_Activity_
If a line in the entries below includes "tertiary", show that line.

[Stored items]
* * * * * * * * *

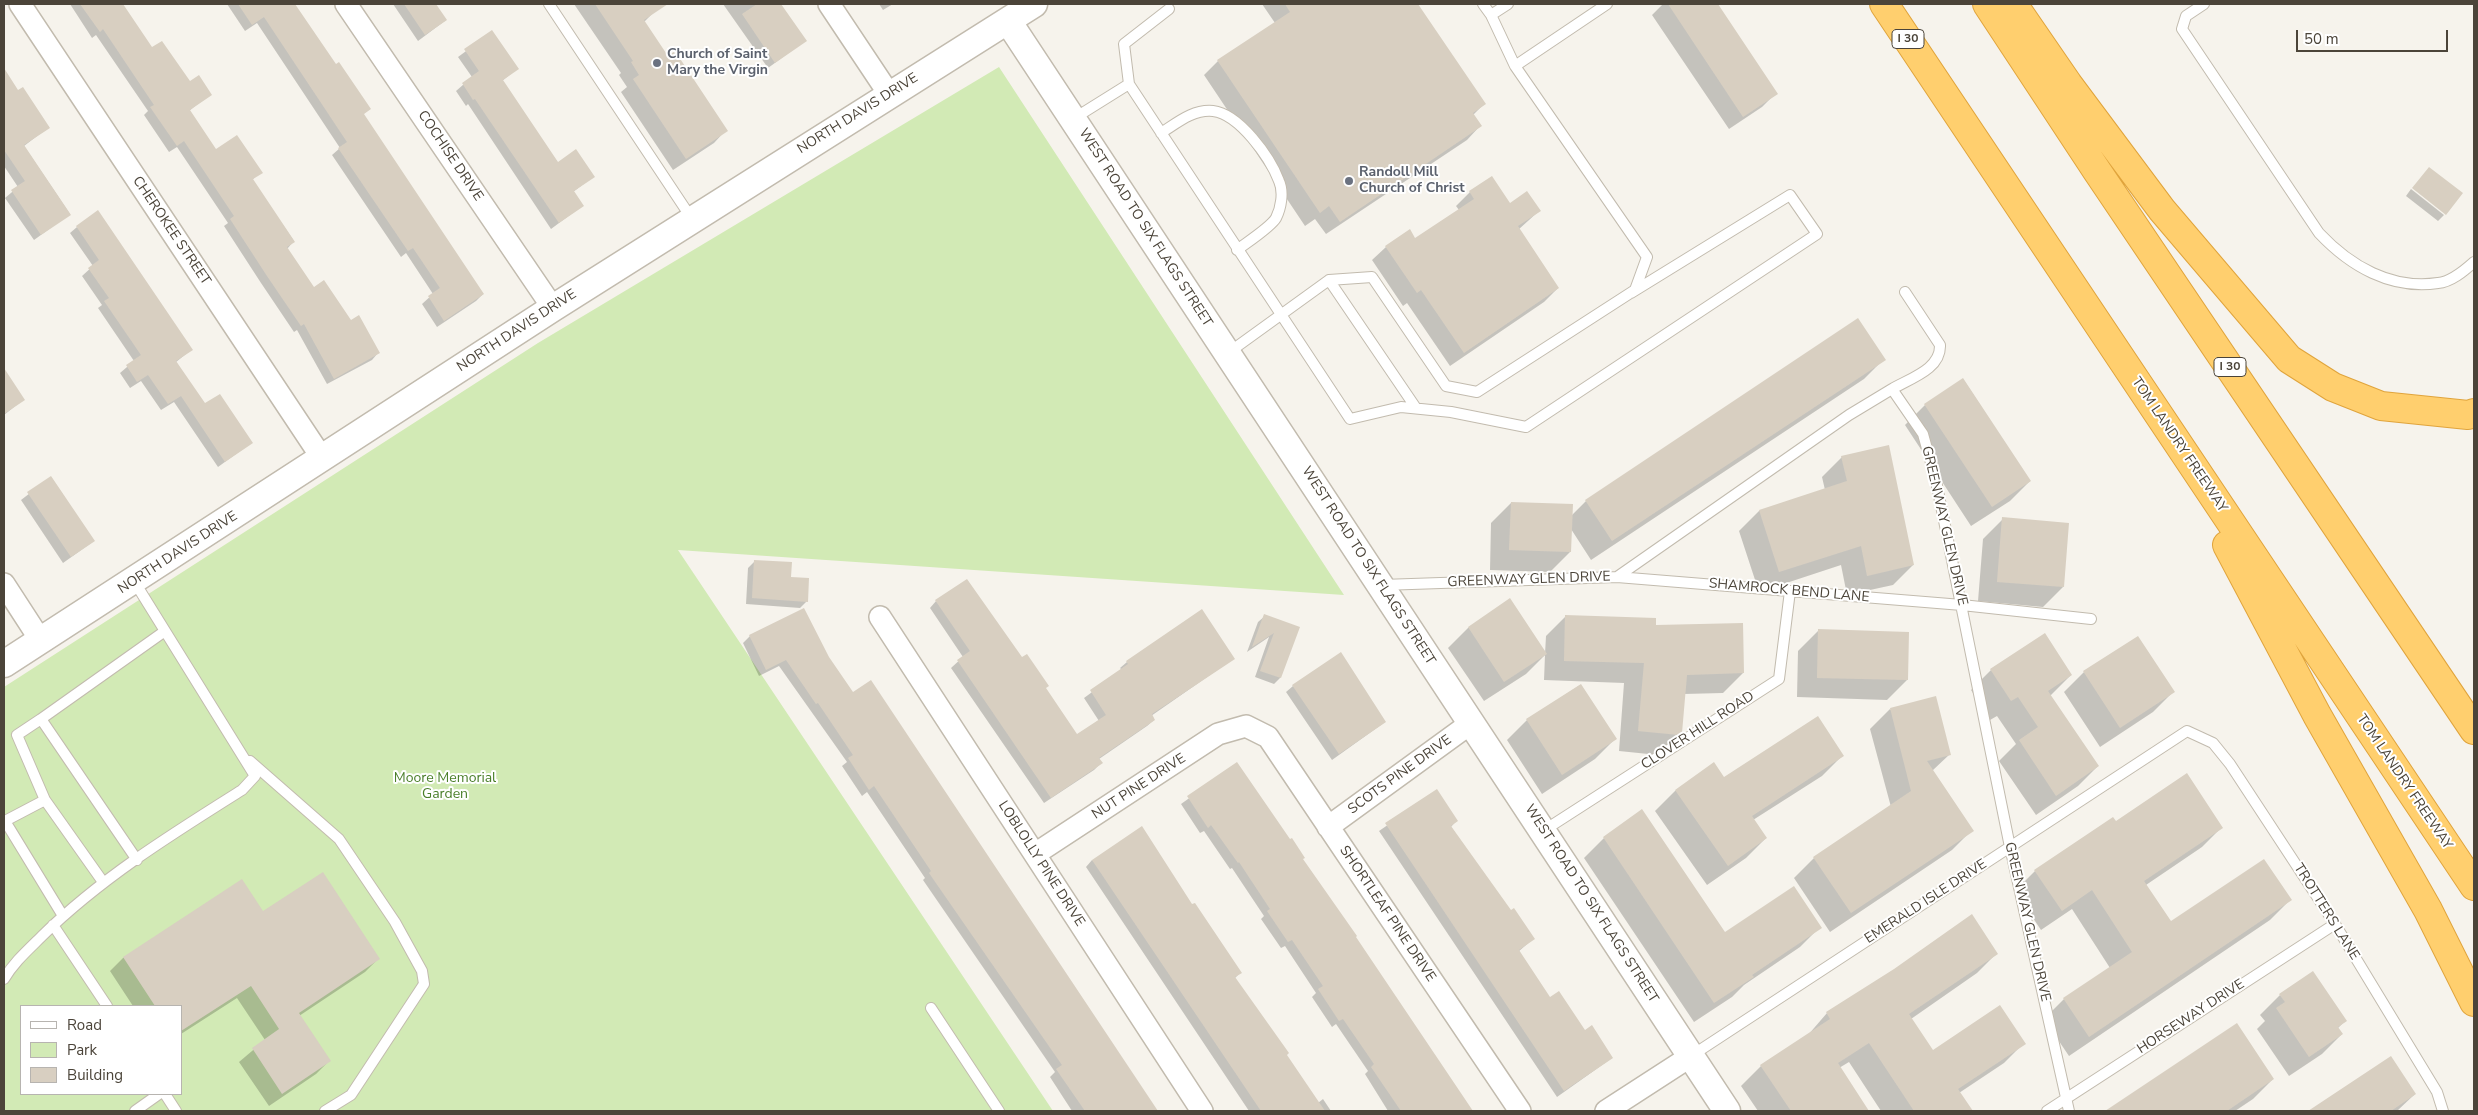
<!DOCTYPE html>
<html>
<head>
<meta charset="utf-8">
<style>
	body { margin:0 }
	#map { position:relative; width:2478px; height:1115px; overflow:hidden; background:#f6f3ec; font-family:"Nunito Sans",sans-serif }
	canvas { display:block }
	.frame { position:absolute; inset:0; border:5px solid #4b4439; pointer-events:none }
	.legend { position:absolute; left:20px; top:1005px; width:162px; height:90px; box-sizing:border-box; background:#fff; border:1px solid #b7b4b0; margin:0; padding:6px 9px; list-style:none; font-size:15px; color:#4b4439 }
	.legend li { display:flex; align-items:center; gap:10px; height:25px }
	.legend b { width:25px; border:1px solid #b7b4b0 }
	.scale { position:absolute; left:2296px; top:30px; width:152px; height:22px; box-sizing:border-box; border:2px solid #4b4439; border-top:0; padding-left:6px; font-size:15px; line-height:18px; white-space:nowrap; color:#4b4439; -webkit-text-stroke:4px #fff; paint-order:stroke }
</style>
</head>
<body>
<div id="map">
<canvas width="2478" height="1115"></canvas>
<div class="frame"></div>
<ul class="legend">
<li><b style="height:6px;background:#fff"></b>Road</li>
<li><b style="height:14px;background:#d2eab5"></b>Park</li>
<li><b style="height:14px;background:#d8cfc1"></b>Building</li>
</ul>
<div class="scale">50 m</div>
</div>
<script>
const g = document.querySelector('canvas').getContext('2d');
g.lineJoin = 'round';
function fillPath(path, color) {
  g.fillStyle = color;
  g.fill(path, 'evenodd');
}
function strokePath(path, color, width, dash) {
  g.strokeStyle = color;
  g.lineWidth = width;
  g.lineCap = dash ? 'butt' : 'round';
  g.setLineDash(dash || []);
  g.stroke(path);
}
function drawText(font, color, halo, rows, align = 'center') {
  g.font = font + ' "Nunito Sans",sans-serif';
  g.lineWidth = 4;
  g.setLineDash([]);
  g.textBaseline = 'middle';
  g.strokeStyle = halo;
  g.fillStyle = color;
  for (const [text, x, y, turn = 0] of rows) {
    g.save();
    g.translate(x, y);
    g.rotate((+turn || 0) * Math.PI / 180);
    g.textAlign = isNaN(turn) ? turn : align;
    if (halo) g.strokeText(text, 0, 0);
    g.fillText(text, 0, 0);
    g.restore();
  }
}
fillPath(new Path2D(`
	M999 67 1344 595 678 550 1053 1111H4V687L538 343ZM21 1006H181V1094H21Z`), '#d2eab5');
fillPath(new Path2D(`
	M70 4H121L152 49 189 82 210 94 189 111 216 151 261 172 252 180 294 241 287 249 313 288 378 353 372 360 327 384 297 330 294 332 261 283 224 226 228 223 177 147 169 152 144 115 148 111 96 35 92 38Z
	M227 4H290L483 294 476 301 437 327 422 304 433 294 406 253 401 257 332 155 340 148 257 23 245 31Z
	M393 4H435L446 20 418 41Z
	M574 4H648L653 13 643 23 667 58 726 130 714 143 673 170 621 92 627 87 619 75 621 73Z
	M723 4H780L805 41 768 68Z
	M879 4H893L883 10Z
	M1262 4H1417L1484 104 1473 115 1480 126 1467 140 1326 234 1315 219 1305 226 1204 75 1218 61 1275 23Z
	M1663 4H1716L1776 93 1762 107 1729 129 1652 15Z
	M492 32 517 69 502 81 558 163 593 177 573 192 582 206 551 229 468 104 466 106 456 91 472 77 458 57Z
	M4 70 18 91 49 127 24 146 70 214 34 240 5 198 18 187 4 166Z
	M2411 189 2444 215 2438 221 2406 196Z
	M1470 192 1539 211 1518 230 1558 288 1544 302 1450 366 1407 303 1403 306 1372 260 1386 247 1415 240 1459 210 1456 206Z
	M77 227 191 350 176 362 205 405 251 443 218 467 174 402 161 410 141 381 130 388 120 373 134 361 98 308 102 305 82 276 93 266 70 233Z
	M1858 320 1884 359 1864 379 1591 560 1571 529 1570 552 1550 572 1490 570 1491 523 1511 503 1571 516 1586 501Z
	M4 371 23 400 4 415Z
	M1963 379 2030 481 2010 501 1971 526 1905 425 1925 405Z
	M1842 457 1913 565 1893 585 1847 595 1841 565 1759 592 1739 531 1759 511 1825 490 1822 477Z
	M51 477 94 541 63 563 21 500Z
	M2003 519 2063 587 2043 607 1978 601 1983 539Z
	M755 561 807 601 800 608 746 604 748 568Z
	M1510 600 1545 654 1546 636 1566 616 1655 626 1743 673 1723 693 1684 694 1681 733 1658 755 1619 751 1624 683 1544 680 1545 655 1526 674 1484 701 1448 648 1468 628Z
	M936 601 1044 689 1076 736 1099 721 1084 698 1122 670 1120 668 1127 662 1233 659 1151 716 1154 720 1147 726 1099 759 1101 763 1094 770 1044 803 951 668 963 657 930 608Z
	M1265 616 1298 628 1280 678 1274 684 1255 677 1269 637 1247 652 1258 622Z
	M1818 631 1907 680 1887 700 1797 697 1798 651Z
	M750 636 828 658 852 694 870 682 1157 1111H1072L1050 1077 1055 1072 923 880 925 878 867 792 862 796 842 766 847 762 779 666 759 676 743 643Z
	M1991 670 2071 675 2050 696 2098 766 2078 786 2036 815 1999 761 2016 744 1997 716 1990 720 1971 690Z
	M2084 672 2173 692 2153 712 2100 747 2064 692Z
	M1580 685 1615 739 1595 759 1542 794 1507 740 1527 720Z
	M1293 686 1385 722 1332 760 1286 692Z
	M1890 709 1950 754 1932 771 1972 830 1952 850 1830 932 1794 878 1814 858 1891 807 1870 729Z
	M1842 756 1822 776 1753 820 1766 838 1746 858 1707 885 1655 811 1675 791 1714 764 1724 778Z
	M1237 764 1354 937 1471 1111H1388L1365 1074 1368 1071 1336 1024 1332 1027 1312 997 1316 993 1285 946 1281 948 1261 919 1264 916 1232 868 1230 869 1204 831 1200 833 1181 804Z
	M1437 791 1456 821 1451 827 1510 912 1533 939 1518 952 1550 999 1612 1058 1557 1097 1379 831Z
	M2115 823 2222 827 2202 847 2146 885 2170 923 2290 900 2270 920 2069 1056 2044 1019 2064 999 2110 968 2072 909 2041 930 2015 891 2035 871Z
	M1604 838 1724 934 1820 927 1800 947 1744 985 1732 997 1694 1022 1584 858Z
	M1092 860 1192 906 1240 973 1235 978 1318 1103 1323 1099 1331 1111H1249L1086 867Z
	M242 881 263 913 378 959 365 972 299 1016 329 1061 316 1074 269 1106 239 1062 265 1040 237 998 181 1034V1006H133L110 971 123 958Z
	M1997 953 1977 973 1911 1019 1932 1052 2024 1043 2004 1063 1959 1093 1971 1111H1881L1849 1062 1839 1068 1867 1111H1758L1741 1086 1761 1066 1808 1035 1827 1013Z
	M2280 995 2345 1021 2338 1028 2342 1034 2322 1054 2289 1076 2257 1029 2265 1021 2260 1015Z
	M2390 1058 2415 1094 2397 1111H2311Z
	M2273 1079 2253 1099 2235 1111H2109L2112 1108Z`), '#0003');
fillPath(new Path2D(`
	M80 4H123L152 47 162 41 190 81 199 75 212 95 190 110 216 149 237 135 263 173 253 179 295 242 287 247 314 287 324 280 351 320 359 315 380 353 334 379 304 324 301 326 267 276 230 219 234 216 184 141 177 146 150 107 154 105 103 29 100 32Z
	M238 4H295L336 64 339 62 371 109 364 114 484 294 444 321 428 296 440 288 413 248 408 251 338 148 347 142 264 17 252 25Z
	M404 4H436L447 20 425 35Z
	M595 4H668L644 20 668 56 675 51 728 131 686 159 633 79 639 75 631 62 633 61Z
	M757 4H781L807 41 775 63 742 14Z
	M1285 4H1418L1486 104 1473 113 1482 126 1340 222 1329 206 1320 213 1217 60 1290 12Z
	M1668 4H1718L1778 94 1743 117Z
	M492 30 519 69 503 80 558 162 576 149 595 177 574 191 584 206 559 223 475 99 473 100 462 83 479 71 464 49Z
	M4 68 18 90 23 87 50 128 24 145 71 215 41 235 11 190 25 181 4 150Z
	M2429 167 2463 193 2446 215 2412 188Z
	M1492 176 1510 203 1527 191 1541 211 1518 226 1559 288 1464 353 1421 290 1417 293 1385 246 1410 229 1415 238 1474 199 1469 191Z
	M98 210 193 350 176 361 205 403 220 394 253 443 225 462 181 396 168 404 148 375 137 382 126 365 141 355 104 301 109 298 88 268 99 260 76 226Z
	M1858 318 1886 360 1612 541 1585 500Z
	M4 368 25 400 4 414Z
	M1963 378 2031 481 1992 507 1924 404Z
	M1889 445 1914 565 1867 576 1861 546 1779 572 1759 510 1847 481 1841 456Z
	M51 476 95 541 71 557 27 492Z
	M1511 502 1573 504 1571 552 1509 550Z
	M2002 517 2069 523 2064 587 1997 582Z
	M754 560 792 562 791 577 809 578 808 602 752 598Z
	M967 579 1022 657 1027 654 1049 686 1046 688 1077 734 1106 715 1090 690 1128 664 1126 661 1202 609 1235 659 1152 714 1155 720 1099 758 1103 763 1051 798 957 660 970 651 935 600Z
	M1510 598 1547 654 1504 682 1468 627Z
	M804 608 829 657 853 692 871 680 1158 1111H1085L1056 1069 1062 1065 929 873 931 871 874 786 869 790 848 758 853 755 818 703 816 704 786 660 766 670 749 635Z
	M1264 614 1300 627 1281 678 1260 671 1274 633 1252 647Z
	M1565 615 1656 618V625L1743 623 1744 673 1687 675 1682 733 1679 735 1638 731 1644 663 1564 661Z
	M1818 629 1909 632 1908 680 1817 678Z
	M2045 633 2072 675 2048 691 2099 766 2056 796 2019 740 2038 727 2018 697 2011 701 1990 669Z
	M2138 636 2175 692 2120 728 2083 671Z
	M1341 652 1386 722 1339 754 1292 685Z
	M1581 684 1617 739 1562 775 1526 719Z
	M1936 696 1951 755 1927 761 1974 831 1851 913 1813 857 1911 791 1890 708Z
	M1818 716 1844 756 1752 816 1767 838 1728 866 1675 790 1714 762 1724 777Z
	M1237 762 1290 839 1292 838 1305 858 1303 859 1357 936 1356 937 1473 1111H1401L1371 1067 1374 1064 1343 1019 1339 1021 1318 989 1323 986 1292 940 1288 942 1267 911 1270 909 1239 862 1238 863 1211 825 1208 828 1187 796Z
	M2187 773 2223 828 2144 881 2171 921 2264 859 2292 900 2089 1037 2063 998 2132 952 2092 890 2062 911 2034 870 2113 817 2116 821Z
	M1437 789 1458 821 1451 826 1511 910 1514 908 1535 939 1519 950 1550 997 1559 991 1585 1030 1592 1025 1613 1058 1564 1091 1385 823Z
	M1642 809 1725 932 1794 886 1822 928 1752 975 1754 977 1714 1003 1603 837Z
	M1142 826 1192 904 1195 903 1242 973 1235 977 1289 1053 1287 1055 1325 1111H1261L1092 860Z
	M323 872 380 959 299 1013 331 1061 282 1094 252 1048 279 1029 251 986 181 1031V1006H155L123 957 242 879 263 911Z
	M1972 914 1998 954 1909 1014 1933 1050 2000 1005 2026 1044 1958 1089 1973 1111H1914L1869 1043 1838 1063 1869 1111H1791L1760 1065 1830 1019 1826 1012 1894 969Z
	M2313 971 2347 1021 2338 1027 2343 1034 2309 1057 2276 1008 2285 1002 2279 994Z
	M2237 1023 2274 1079 2227 1111H2105Z
	M2391 1056 2416 1094 2391 1111H2308Z`), '#d8cfc1');
const service = new Path2D(`
	M549 4 692 219
	M1483 4 1491 15 1508 4
	M2204 4 2186 16 2182 29 2319 233C2350 266 2391 290 2438 283 2451 282 2464 271 2474 262
	M1491 15 1515 66
	M1129 84 1350 419 1401 407 1451 412 1526 427 1817 234 1790 195 1631 293
	M1073 119 1129 84 1124 44 1169 9
	M1161 133C1177 123 1193 109 1213 111 1239 114 1270 157 1279 181 1284 192 1281 208 1276 218 1271 227 1246 243 1237 250
	M1329 280 1416 408
	M1228 353 1329 280 1372 277 1446 386 1477 392 1635 290 1647 257 1515 66 1607 4
	M1892 389C1911 378 1941 369 1940 345L1905 292
	M1617 577 1962 605 2091 619
	M1382 585 1617 577 1849 415 1892 389 1923 434 1936 481 2010 847 2069 1111
	M41 719 17 735 45 800 103 882
	M250 761 339 839 395 922 422 971 424 984 351 1095 325 1111
	M45 800 5 821 63 916
	M1543 831 1779 679 1790 591
	M137 860 41 719 165 631
	M53 925 107 1006
	M4 979C14 962 28 950 42 936 101 878 172 834 242 790L255 776 134 581
	M931 1008 999 1111
	M1691 1056 2187 731 2213 743 2230 764 2335 924 2437 1092 2443 1111
	M165 1094 176 1111
	M135 1111 159 1094
	M2047 1111 2335 924`);
const minor = new Path2D(`
	M20 4 322 458
	M346 4 553 308
	M829 4 889 94
	M4 584 41 641
	M880 617 1202 1111
	M1328 827 1471 723
	M1035 854 1218 734 1246 726 1268 737 1520 1111
	M1606 1111 1691 1056`);
const tertiary = new Path2D(`
	M1008 21 1727 1111
	M4 664 553 308 1034 4`);
const motorway = new Path2D(`
	M1884 4 2474 886
	M1987 4 2097 171 2474 730
	M2013 4 2068 84 2162 210 2289 359 2333 387 2381 406 2468 415 2474 413
	M2227 545 2317 715 2428 910 2474 1002`);
strokePath(service, '#c2bbae', 12);
strokePath(minor, '#c2bbae', 24);
strokePath(tertiary, '#c2bbae', 29);
strokePath(motorway, '#e0a43c', 30);
strokePath(service, '#fff', 10);
strokePath(minor, '#fff', 21);
strokePath(tertiary, '#fff', 26);
strokePath(motorway, '#ffcf6e', 28);
for (const [x, y, r, color] of [
	[657,63,5,"#6b7280"],
	[1349,181,5,"#6b7280"]
]) {
  const dot = new Path2D();
  dot.arc(x, y, r, 0, 2 * Math.PI);
  g.fillStyle = color;
  g.fill(dot);
  strokePath(dot, '#fff', 2);
}
for (const [x, y, w] of [
	[1908,39,32],
	[2230,367,32]
]) {
  const box = new Path2D();
  box.roundRect(x - w / 2, y - 9.5, w, 19, 4);
  g.fillStyle = '#fff';
  g.fill(box);
  strokePath(box, '#4b4439', 1);
}
drawText('bold 12px', '#4b4439', null, [
	["I 30",1908,39],
	["I 30",2230,367]
]);
drawText('bold 14px', '#5b616d', '#fff', [
	["Church of Saint",667,55],
	["Mary the Virgin",667,71],
	["Randoll Mill",1359,173],
	["Church of Christ",1359,189]
], 'left');
drawText('14px', '#4b4439', '#fff', [
	["NORTH DAVIS DRIVE",858,114,-32],
	["COCHISE DRIVE",450,156,56],
	["WEST ROAD TO SIX FLAGS STREET",1145,228,57],
	["CHEROKEE STREET",171,231,56],
	["NORTH DAVIS DRIVE",517,331,-33],
	["TOM LANDRY FREEWAY",2179,445,56],
	["GREENWAY GLEN DRIVE",1944,526,77],
	["NORTH DAVIS DRIVE",178,553,-33],
	["WEST ROAD TO SIX FLAGS STREET",1368,566,57],
	["GREENWAY GLEN DRIVE",1529,580,-2],
	["SHAMROCK BEND LANE",1789,591,5],
	["CLOVER HILL ROAD",1698,731,-33],
	["SCOTS PINE DRIVE",1400,775,-36],
	["TOM LANDRY FREEWAY",2404,782,56],
	["NUT PINE DRIVE",1139,787,-33],
	["LOBLOLLY PINE DRIVE",1041,864,57],
	["EMERALD ISLE DRIVE",1926,902,-33],
	["WEST ROAD TO SIX FLAGS STREET",1591,904,57],
	["TROTTERS LANE",2326,912,58],
	["SHORTLEAF PINE DRIVE",1387,914,56],
	["GREENWAY GLEN DRIVE",2027,922,77],
	["HORSEWAY DRIVE",2191,1017,-33]
]);
drawText('14px', '#4a7f2a', '#fff', [
	["Moore Memorial",445,779],
	["Garden",445,795]
]);
</script>
</body>
</html>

* * * * * * * * *

_Your response_
const tertiary = new Path2D(`
strokePath(tertiary, '#c2bbae', 29);
strokePath(tertiary, '#fff', 26);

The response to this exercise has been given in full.